Work to be completed:
The lines below, from the one containing "in the page" through the one containing "Detect all labels, symbols", should be set down exactly, with no pictures and nothing else.

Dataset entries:
▼

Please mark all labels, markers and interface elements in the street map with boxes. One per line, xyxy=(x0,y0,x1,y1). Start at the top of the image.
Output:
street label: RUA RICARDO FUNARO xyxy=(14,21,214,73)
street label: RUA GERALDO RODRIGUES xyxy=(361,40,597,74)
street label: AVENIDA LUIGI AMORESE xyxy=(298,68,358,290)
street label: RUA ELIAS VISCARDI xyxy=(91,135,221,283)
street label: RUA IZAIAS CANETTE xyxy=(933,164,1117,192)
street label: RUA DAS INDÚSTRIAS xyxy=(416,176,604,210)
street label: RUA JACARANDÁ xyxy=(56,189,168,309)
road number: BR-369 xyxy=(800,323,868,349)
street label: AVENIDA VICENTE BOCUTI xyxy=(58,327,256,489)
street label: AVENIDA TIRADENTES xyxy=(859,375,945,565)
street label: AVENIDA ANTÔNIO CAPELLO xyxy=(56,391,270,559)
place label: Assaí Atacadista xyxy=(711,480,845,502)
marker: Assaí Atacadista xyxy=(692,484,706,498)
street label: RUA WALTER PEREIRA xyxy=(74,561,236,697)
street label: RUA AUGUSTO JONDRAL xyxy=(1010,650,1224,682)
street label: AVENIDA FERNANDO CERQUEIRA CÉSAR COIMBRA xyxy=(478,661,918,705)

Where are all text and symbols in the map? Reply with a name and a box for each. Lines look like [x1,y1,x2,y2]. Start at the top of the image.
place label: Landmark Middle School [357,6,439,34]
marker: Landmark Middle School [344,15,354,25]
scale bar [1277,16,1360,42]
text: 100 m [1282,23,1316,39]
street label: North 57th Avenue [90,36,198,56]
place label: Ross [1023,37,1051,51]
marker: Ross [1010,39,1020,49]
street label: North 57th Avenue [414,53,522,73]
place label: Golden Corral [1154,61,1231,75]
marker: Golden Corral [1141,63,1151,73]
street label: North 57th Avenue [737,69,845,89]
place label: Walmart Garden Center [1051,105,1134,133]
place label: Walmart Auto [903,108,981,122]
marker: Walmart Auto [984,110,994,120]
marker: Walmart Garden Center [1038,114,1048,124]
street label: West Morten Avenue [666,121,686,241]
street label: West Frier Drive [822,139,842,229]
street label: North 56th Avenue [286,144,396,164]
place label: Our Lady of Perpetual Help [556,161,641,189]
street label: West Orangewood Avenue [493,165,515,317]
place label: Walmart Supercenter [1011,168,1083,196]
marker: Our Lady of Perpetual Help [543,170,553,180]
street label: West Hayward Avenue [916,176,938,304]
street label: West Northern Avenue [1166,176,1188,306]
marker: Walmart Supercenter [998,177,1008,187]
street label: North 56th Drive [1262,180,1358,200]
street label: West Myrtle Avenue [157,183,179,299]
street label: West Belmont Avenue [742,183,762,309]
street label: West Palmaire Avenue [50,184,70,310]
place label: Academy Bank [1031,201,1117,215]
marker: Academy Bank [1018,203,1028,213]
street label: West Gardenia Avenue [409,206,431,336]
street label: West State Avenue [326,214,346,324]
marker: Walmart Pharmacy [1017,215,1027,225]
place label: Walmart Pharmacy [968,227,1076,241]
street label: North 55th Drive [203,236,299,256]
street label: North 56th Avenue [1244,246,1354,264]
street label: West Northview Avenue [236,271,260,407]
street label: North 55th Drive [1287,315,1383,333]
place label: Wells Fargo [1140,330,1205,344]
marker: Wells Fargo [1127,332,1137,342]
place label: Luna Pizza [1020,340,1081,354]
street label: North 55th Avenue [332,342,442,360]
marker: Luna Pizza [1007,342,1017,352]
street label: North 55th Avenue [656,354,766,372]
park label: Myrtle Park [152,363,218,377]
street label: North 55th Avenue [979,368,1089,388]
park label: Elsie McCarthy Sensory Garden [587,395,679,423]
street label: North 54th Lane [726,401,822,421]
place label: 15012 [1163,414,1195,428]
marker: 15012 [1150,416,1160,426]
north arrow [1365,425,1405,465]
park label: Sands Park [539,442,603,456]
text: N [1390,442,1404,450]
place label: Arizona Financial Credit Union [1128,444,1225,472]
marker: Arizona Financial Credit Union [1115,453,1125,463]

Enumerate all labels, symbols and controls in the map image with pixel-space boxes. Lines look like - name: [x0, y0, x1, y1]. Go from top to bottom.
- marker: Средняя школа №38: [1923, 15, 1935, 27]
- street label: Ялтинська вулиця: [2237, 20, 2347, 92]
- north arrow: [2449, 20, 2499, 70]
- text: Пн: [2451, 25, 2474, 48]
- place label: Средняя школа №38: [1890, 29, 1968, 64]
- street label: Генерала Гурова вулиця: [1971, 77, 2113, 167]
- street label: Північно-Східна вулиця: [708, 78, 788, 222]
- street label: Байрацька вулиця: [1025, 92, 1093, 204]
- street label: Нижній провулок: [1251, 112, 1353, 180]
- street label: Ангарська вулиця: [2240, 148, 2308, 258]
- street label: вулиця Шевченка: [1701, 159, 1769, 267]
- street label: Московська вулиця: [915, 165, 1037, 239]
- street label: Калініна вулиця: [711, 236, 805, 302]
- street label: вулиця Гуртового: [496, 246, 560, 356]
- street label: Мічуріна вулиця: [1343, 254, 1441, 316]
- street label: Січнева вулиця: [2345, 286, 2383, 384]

▲
▼

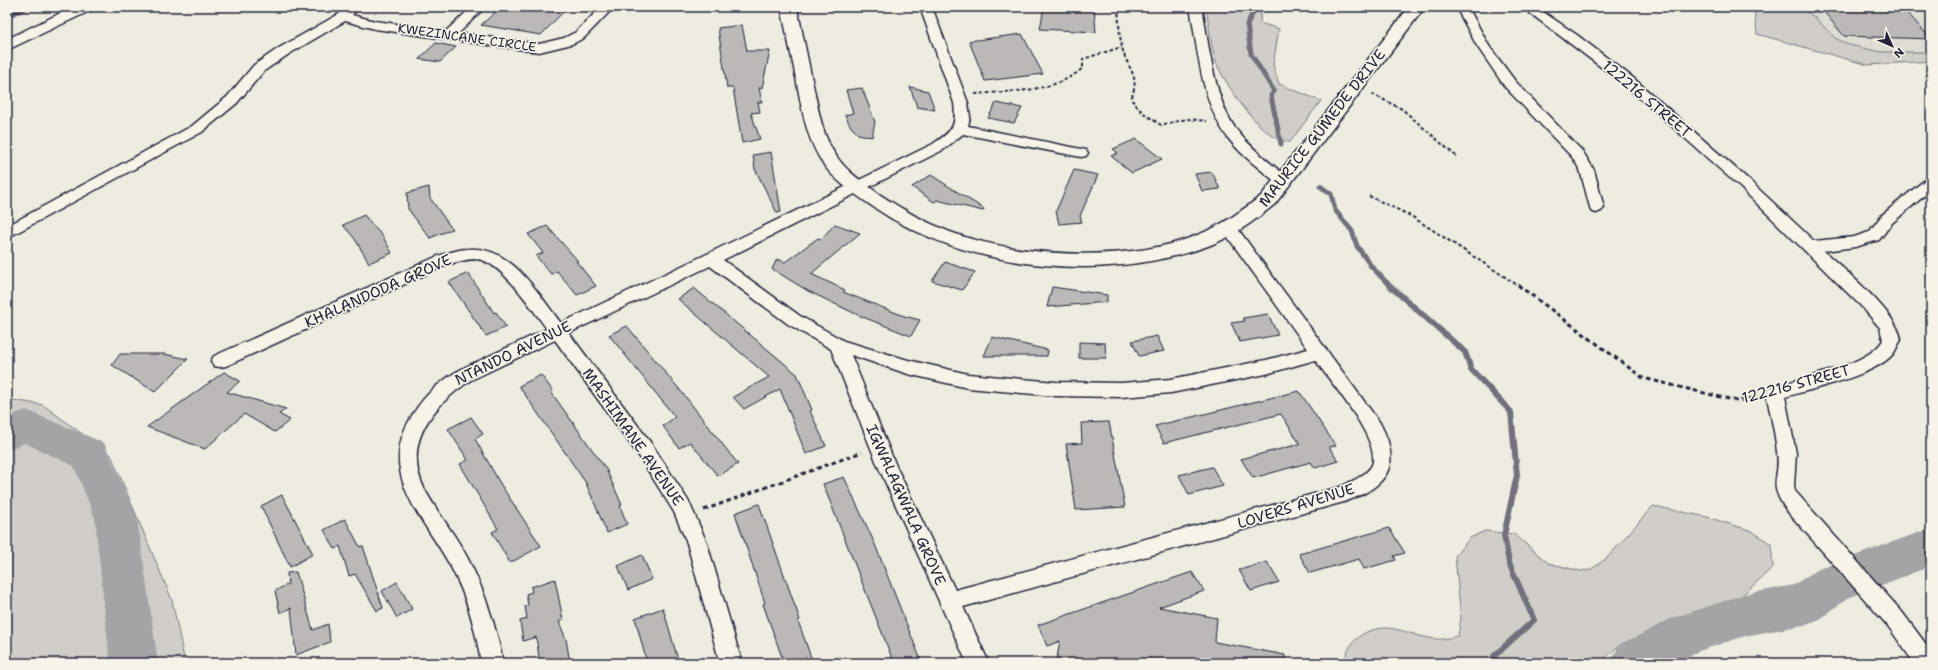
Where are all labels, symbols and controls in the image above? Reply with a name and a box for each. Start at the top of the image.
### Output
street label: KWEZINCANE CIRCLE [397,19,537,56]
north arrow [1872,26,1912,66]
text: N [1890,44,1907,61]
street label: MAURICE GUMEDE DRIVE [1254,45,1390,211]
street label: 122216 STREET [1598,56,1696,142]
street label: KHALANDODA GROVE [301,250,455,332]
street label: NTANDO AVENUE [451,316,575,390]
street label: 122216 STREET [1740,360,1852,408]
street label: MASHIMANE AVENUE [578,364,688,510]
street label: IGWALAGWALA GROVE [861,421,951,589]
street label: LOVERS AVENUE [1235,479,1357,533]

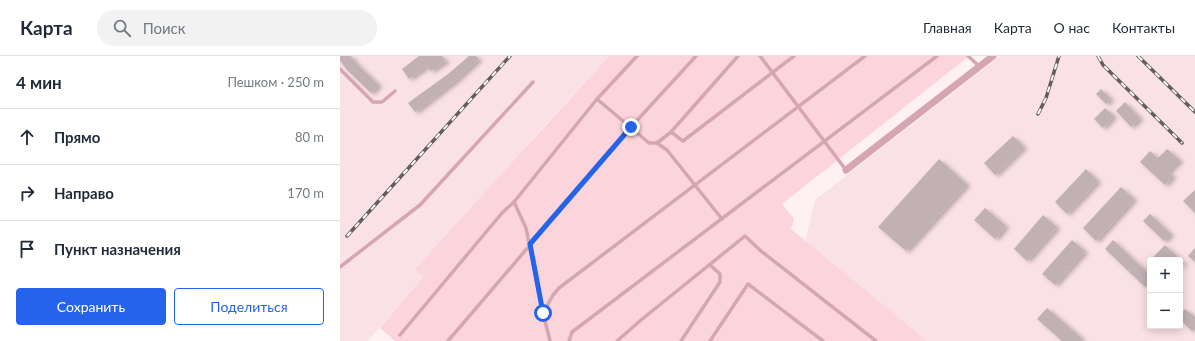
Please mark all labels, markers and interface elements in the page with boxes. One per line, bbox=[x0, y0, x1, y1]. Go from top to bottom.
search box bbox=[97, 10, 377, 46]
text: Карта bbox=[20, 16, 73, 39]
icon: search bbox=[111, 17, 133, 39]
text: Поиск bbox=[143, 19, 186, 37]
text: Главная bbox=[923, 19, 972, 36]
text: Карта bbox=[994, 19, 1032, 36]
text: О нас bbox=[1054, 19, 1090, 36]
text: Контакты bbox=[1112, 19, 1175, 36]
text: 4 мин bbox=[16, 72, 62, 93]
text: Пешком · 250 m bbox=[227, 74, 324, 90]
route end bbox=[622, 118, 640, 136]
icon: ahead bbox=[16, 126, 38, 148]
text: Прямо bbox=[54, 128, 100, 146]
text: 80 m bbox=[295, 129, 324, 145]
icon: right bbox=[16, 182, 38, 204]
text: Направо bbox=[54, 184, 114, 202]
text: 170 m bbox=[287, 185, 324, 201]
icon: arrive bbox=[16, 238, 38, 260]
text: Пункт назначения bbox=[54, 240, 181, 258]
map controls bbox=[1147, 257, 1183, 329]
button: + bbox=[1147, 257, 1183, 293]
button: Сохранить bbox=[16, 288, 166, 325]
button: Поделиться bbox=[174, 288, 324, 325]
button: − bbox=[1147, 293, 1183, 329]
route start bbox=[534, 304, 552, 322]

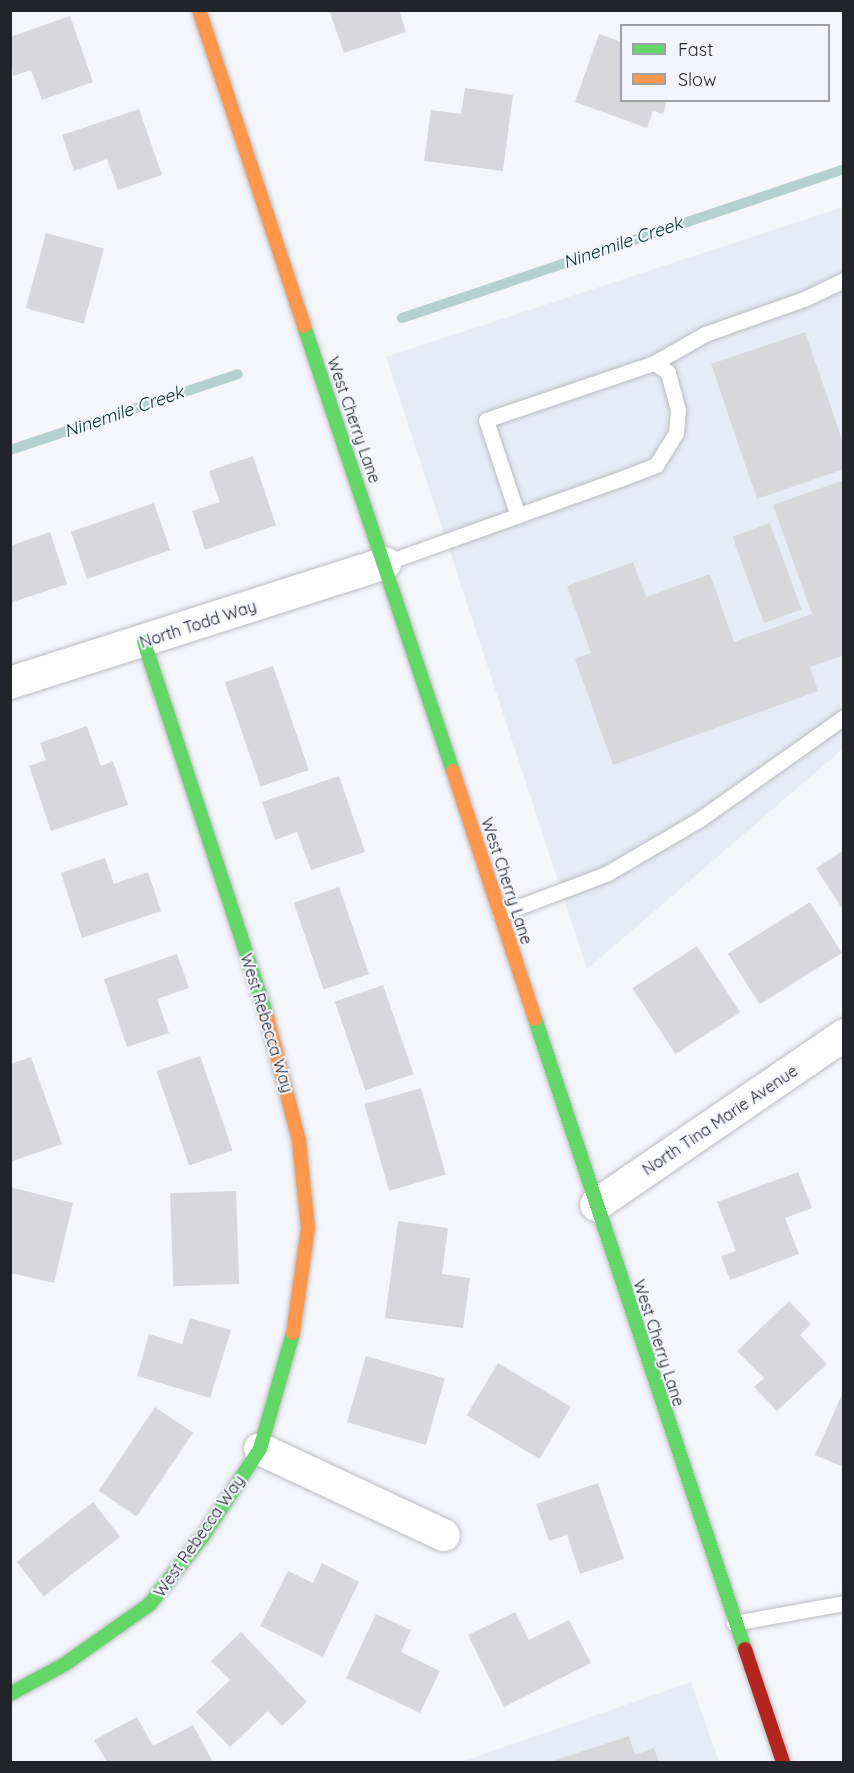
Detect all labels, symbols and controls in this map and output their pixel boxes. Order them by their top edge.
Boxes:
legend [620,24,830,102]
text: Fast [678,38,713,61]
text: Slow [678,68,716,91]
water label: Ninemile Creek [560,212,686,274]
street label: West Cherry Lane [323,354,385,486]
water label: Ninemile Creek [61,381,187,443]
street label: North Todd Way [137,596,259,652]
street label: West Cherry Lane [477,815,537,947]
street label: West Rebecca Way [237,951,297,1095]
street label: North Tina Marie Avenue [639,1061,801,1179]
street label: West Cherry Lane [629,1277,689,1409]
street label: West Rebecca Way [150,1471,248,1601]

▲
▼

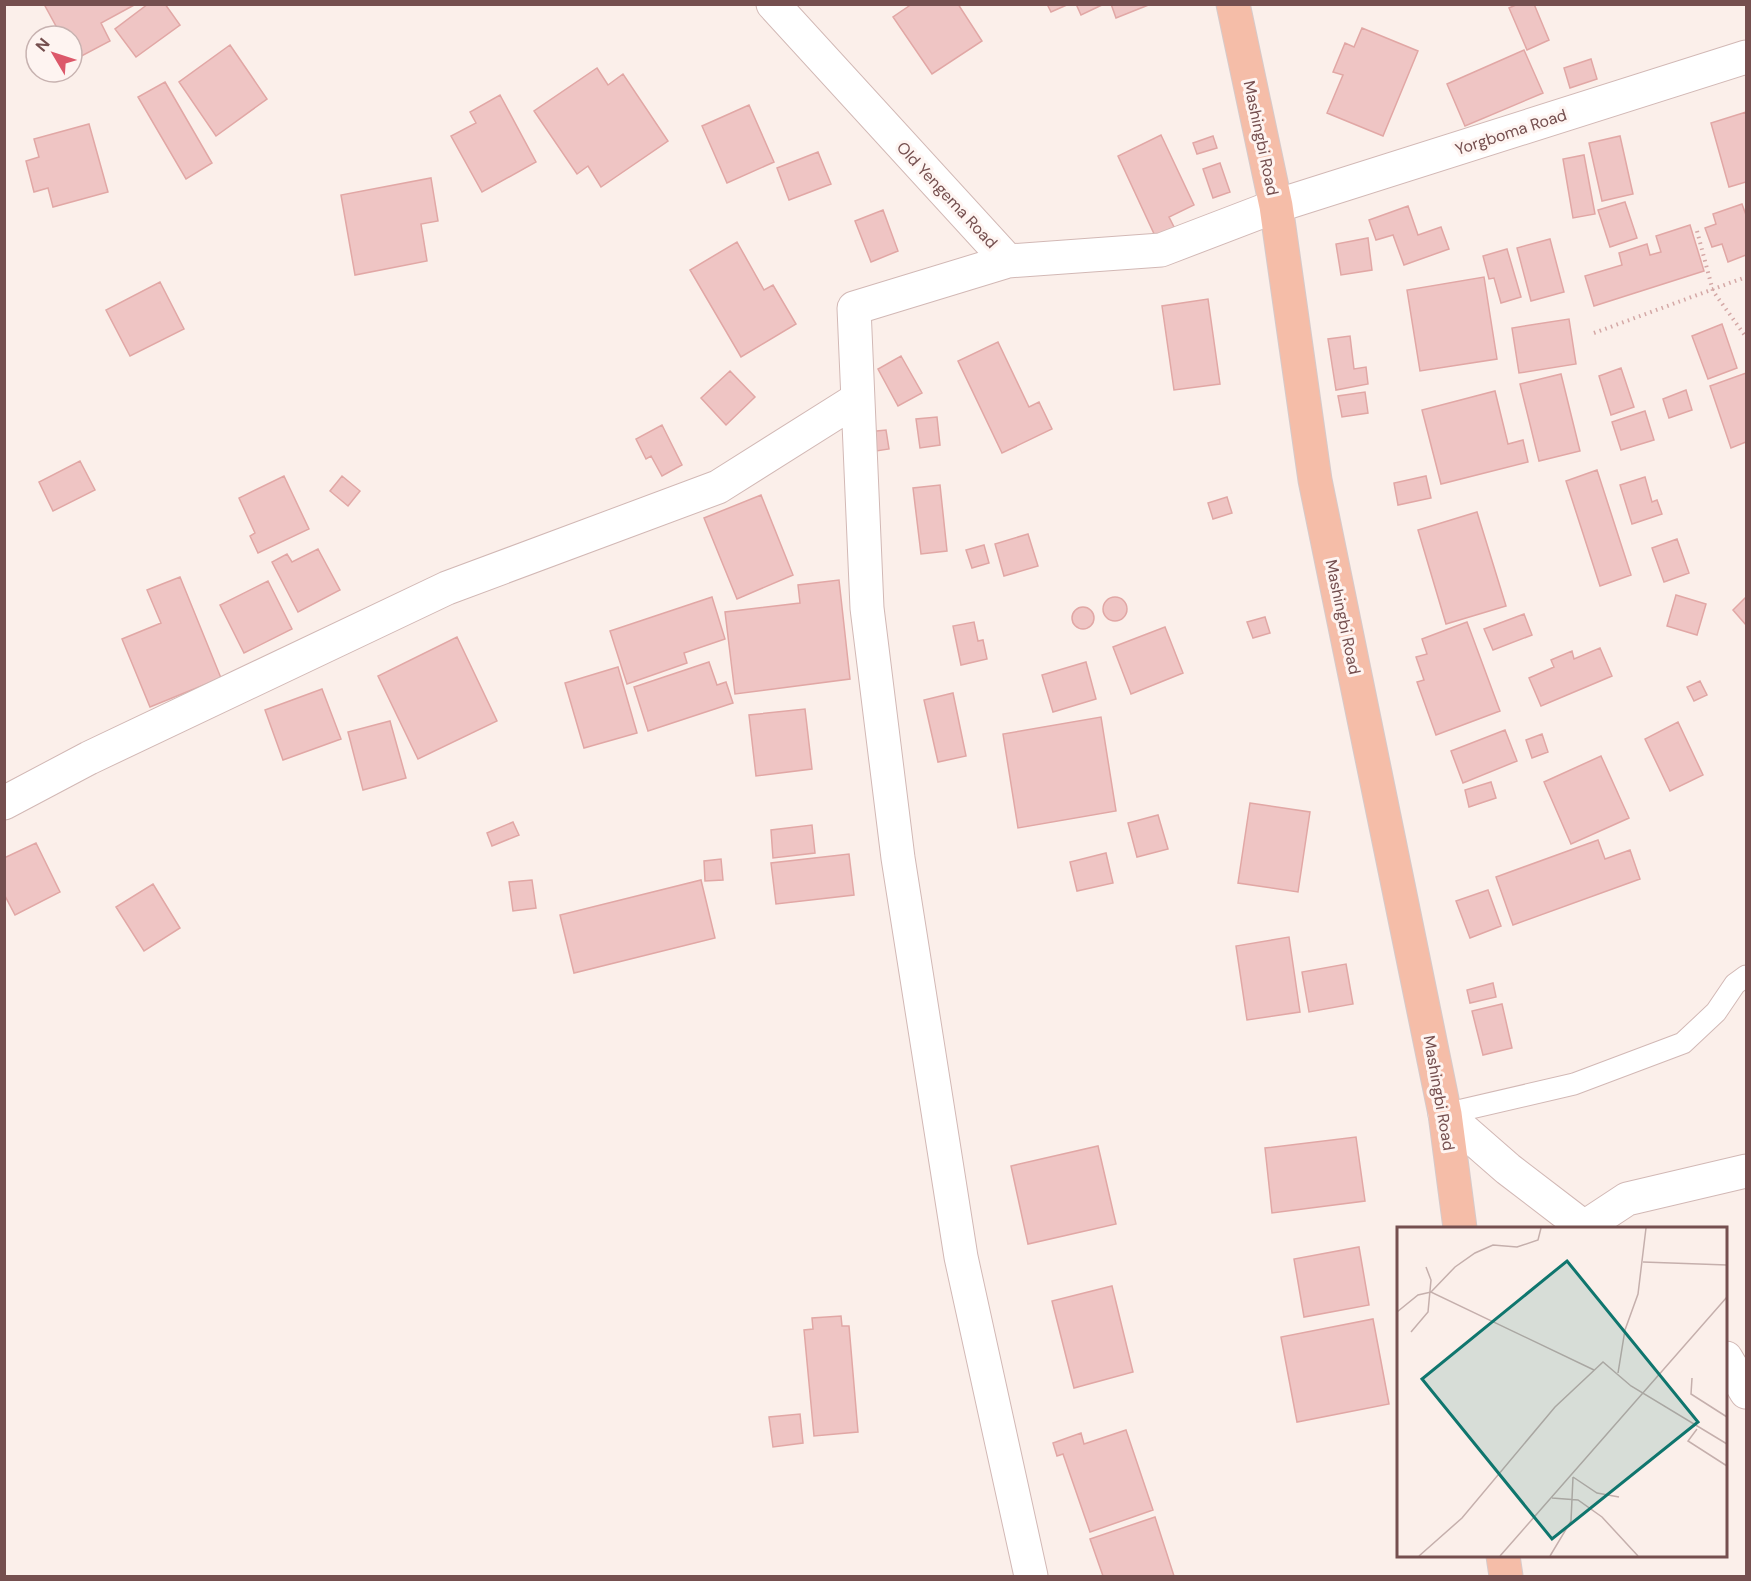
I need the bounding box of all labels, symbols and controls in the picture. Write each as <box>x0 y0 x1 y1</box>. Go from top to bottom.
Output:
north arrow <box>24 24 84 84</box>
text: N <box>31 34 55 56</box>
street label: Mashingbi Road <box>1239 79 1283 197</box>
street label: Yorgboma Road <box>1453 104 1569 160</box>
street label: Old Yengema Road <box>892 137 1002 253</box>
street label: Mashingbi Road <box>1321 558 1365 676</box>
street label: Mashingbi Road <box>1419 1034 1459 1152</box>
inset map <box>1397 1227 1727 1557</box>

▲

Exercise result:
Please mark all labels, markers and interface elements in the page with boxes. One per line, bbox=[x0, y0, x1, y1]. Go from top to bottom.
search box bbox=[97, 10, 377, 46]
text: Карта bbox=[20, 16, 73, 39]
icon: search bbox=[111, 17, 133, 39]
text: Поиск bbox=[143, 19, 186, 37]
text: Главная bbox=[923, 19, 972, 36]
text: Карта bbox=[994, 19, 1032, 36]
text: О нас bbox=[1054, 19, 1090, 36]
text: Контакты bbox=[1112, 19, 1175, 36]
text: 4 мин bbox=[16, 72, 62, 93]
text: Пешком · 250 m bbox=[227, 74, 324, 90]
route end bbox=[622, 118, 640, 136]
icon: ahead bbox=[16, 126, 38, 148]
text: Прямо bbox=[54, 128, 100, 146]
text: 80 m bbox=[295, 129, 324, 145]
icon: right bbox=[16, 182, 38, 204]
text: Направо bbox=[54, 184, 114, 202]
text: 170 m bbox=[287, 185, 324, 201]
icon: arrive bbox=[16, 238, 38, 260]
text: Пункт назначения bbox=[54, 240, 181, 258]
map controls bbox=[1147, 257, 1183, 329]
button: + bbox=[1147, 257, 1183, 293]
button: Сохранить bbox=[16, 288, 166, 325]
button: Поделиться bbox=[174, 288, 324, 325]
button: − bbox=[1147, 293, 1183, 329]
route start bbox=[534, 304, 552, 322]

Detect all labels, symbols and controls in this map and output their pixel boxes. Order them by their top edge.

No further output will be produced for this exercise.